Will a Debt Deal Ever be Reached?
Wisconsin Senator Ron Johnson went "On the Record" last week to discuss the debt ceiling situation and explains why he's not confident a debt deal will be reached. View video and transcript below:
MARTHA MACCALLUM, FOX NEWS GUEST HOST: In this environment, we could very well be in a situation that I was just referring to, where the ratings agencies may look at this come Monday and they may say, It is our duty to downgrade U.S. debt. Now, that would be the first time that a sitting U.S. president has presided over the downgrade of American credit. And that could hurt our already low approval rating that we have for Congress. I mean, the numbers for Congress are very low, as well as the numbers for the president on that right now.
So let's bring in another member of Congress, Senator Ron Johnson, and get his take on this. Senator, good evening. Good to have you with us tonight.
SEN. RON JOHNSON, R-WIS: Well, Martha, thanks for having me on.
MACCALLUM: You know, you listened to Senator Lee. You listened to the back and forth between Leader Boehner and President Obama today. Where are we? What's your opinion on this tonight?
JOHNSON: Well, first of all, I never believed the president was negotiating in good faith. I mean, if he was really serious about this, Martha, he would have been at the negotiating table six months ago. He would have presented a serious budget rather than the one that he presented to us in February that would have added $12 trillion to our debt. and lost in the United States Senate zero to 97.
So you know, it is the president and the Senate Democrats that haven't passed a budget in over two years, that haven't presented a plan. You take a look at -- you know, my party, the House of Representatives, they actually passed a budget on time. You know, and right now, they passed the "cut, cap and balance" act, which, by the way, that is the solution to the problem. So I mean, we're in this position because of the president and the Democrats in the Senate have refused to show us what their plan would be.
MACCALLUM: You know, you were elected in the last mid-term election. You know, you come from a business background. You're a businessman by profession. And I've talked to you about this before, you know, I know you say you were a bit surprised -- even you were a bit surprised at how sort of in such disarray things were when you got to Washington. Now that you're watching this whole thing go down, what are your feelings -- you know, put yourself in your old shoes for a moment.

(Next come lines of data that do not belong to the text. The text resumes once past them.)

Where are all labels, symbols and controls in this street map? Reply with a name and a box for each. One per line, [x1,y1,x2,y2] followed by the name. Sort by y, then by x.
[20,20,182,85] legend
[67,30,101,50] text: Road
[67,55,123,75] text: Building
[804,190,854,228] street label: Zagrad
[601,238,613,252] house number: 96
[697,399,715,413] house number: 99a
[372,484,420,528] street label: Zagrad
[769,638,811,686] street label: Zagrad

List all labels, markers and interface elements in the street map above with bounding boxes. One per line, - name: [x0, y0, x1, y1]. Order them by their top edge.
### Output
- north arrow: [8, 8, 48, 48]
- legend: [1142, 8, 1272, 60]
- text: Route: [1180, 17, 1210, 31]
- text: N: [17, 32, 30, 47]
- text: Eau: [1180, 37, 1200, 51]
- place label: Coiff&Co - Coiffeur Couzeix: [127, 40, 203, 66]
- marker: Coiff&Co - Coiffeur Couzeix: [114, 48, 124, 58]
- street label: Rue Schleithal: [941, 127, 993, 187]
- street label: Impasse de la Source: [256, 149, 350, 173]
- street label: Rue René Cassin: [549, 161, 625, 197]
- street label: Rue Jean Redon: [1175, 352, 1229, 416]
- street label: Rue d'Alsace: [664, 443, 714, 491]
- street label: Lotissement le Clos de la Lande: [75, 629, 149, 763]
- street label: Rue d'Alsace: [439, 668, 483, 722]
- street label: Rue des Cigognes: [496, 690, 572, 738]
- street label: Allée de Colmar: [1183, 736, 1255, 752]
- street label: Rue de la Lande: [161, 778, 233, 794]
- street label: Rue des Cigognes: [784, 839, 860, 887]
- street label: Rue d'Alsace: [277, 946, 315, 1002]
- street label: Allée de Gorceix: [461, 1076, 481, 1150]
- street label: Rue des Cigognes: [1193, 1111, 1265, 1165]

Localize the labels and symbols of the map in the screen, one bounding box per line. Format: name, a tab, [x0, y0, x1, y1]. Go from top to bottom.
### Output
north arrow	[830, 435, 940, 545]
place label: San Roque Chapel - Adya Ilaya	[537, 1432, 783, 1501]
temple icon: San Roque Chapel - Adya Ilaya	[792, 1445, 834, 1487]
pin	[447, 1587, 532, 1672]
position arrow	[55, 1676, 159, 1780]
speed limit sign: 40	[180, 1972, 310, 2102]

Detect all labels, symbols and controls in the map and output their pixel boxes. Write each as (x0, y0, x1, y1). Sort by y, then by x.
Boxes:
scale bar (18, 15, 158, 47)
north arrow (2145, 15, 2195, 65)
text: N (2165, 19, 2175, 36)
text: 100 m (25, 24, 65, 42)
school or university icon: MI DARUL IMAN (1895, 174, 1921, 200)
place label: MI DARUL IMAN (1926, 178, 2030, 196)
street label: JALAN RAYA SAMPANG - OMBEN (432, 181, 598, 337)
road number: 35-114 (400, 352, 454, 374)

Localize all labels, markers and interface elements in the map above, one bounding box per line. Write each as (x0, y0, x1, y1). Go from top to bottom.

What do you think about it now?
JOHNSON: Well, Martha, I'm an accountant by background, and I've produced budgets on time. I've had people produce them for me on time. And to think that a couple folks, you know, a few individuals would actually be able to come up with a budget in a couple weeks behind closed doors to fund the federal government, a $3.7 trillion dollar-a-year enterprise -- it's just absurd. But unfortunately, this has become business as usual, and business as usual here in Washington is bankrupting this country. And we've got to end this cycle. And again, the Republicans actually have a plan on the table now. The "cut, cap and balance," like Senator Lee was talking about, is the solution. It cuts spending next year. It caps the growth in spending, by the way. We're not really talking about cutting spending...
MACCALLUM: Well, you know...
JOHNSON: We're just limiting the growth, and that's a very reasonable thing to do.
MACCALLUM: Let me ask you this. Take me through the scenario here. So let's say, you know, they have this meeting tomorrow. All of the House and Senate leaders are there, the president's there. Let's say they come up with something. Is there anything that you can imagine at this point, them coming up with, that you would say, Yes, you know, I can get behind that in the Senate, and I would bet that my Republican colleagues in the House will also back that? What would that look like? JOHNSON: Well, because the president has backed us up against this deadline, I would be willing to, you know, go for a short-term deal...
MACCALLUM: You would?
JOHNSON: ... to give "cut, cap and" -- yes, to give "cut, cap and balance" a longer period in the public arena. As Senator Lee said, 66 percent of the people support that approach, 74 percent support a balanced budget amendment.
MACCALLUM: All right, so tell me what the short...
JOHNSON: So I'd love... (CROSSTALK)
MACCALLUM: Excuse me, sir. Just tell me what your short-term deal looks like. Is it the McConnell plan? You know, what does it look like?
JOHNSON: Well, you mentioned something that Charles Krauthammer proposed. I'm not in those negotiations. I'm just saying that I'd be willing to do something very short-term to give us the time to debate "cut, cap and balance" because I believe the American people will support it. And I believe that is the solution.
MACCALLUM: All right, so what if, you know, you saw something that was in the neighborhood of $500 billion in cuts? What -- so you're -- it would have to be, I would assume, something that had absolutely no tax hikes in it, or would you sign off on something that allowed certain loopholes to expire and certain tax reforms that would, in essence, have some corporations pay more money because there aren't loopholes anymore?
JOHNSON: Listen, the number one component for a solution here is economic growth. And so the last thing we want to do is enact anything that harms economic growth, and that's what tax increases do.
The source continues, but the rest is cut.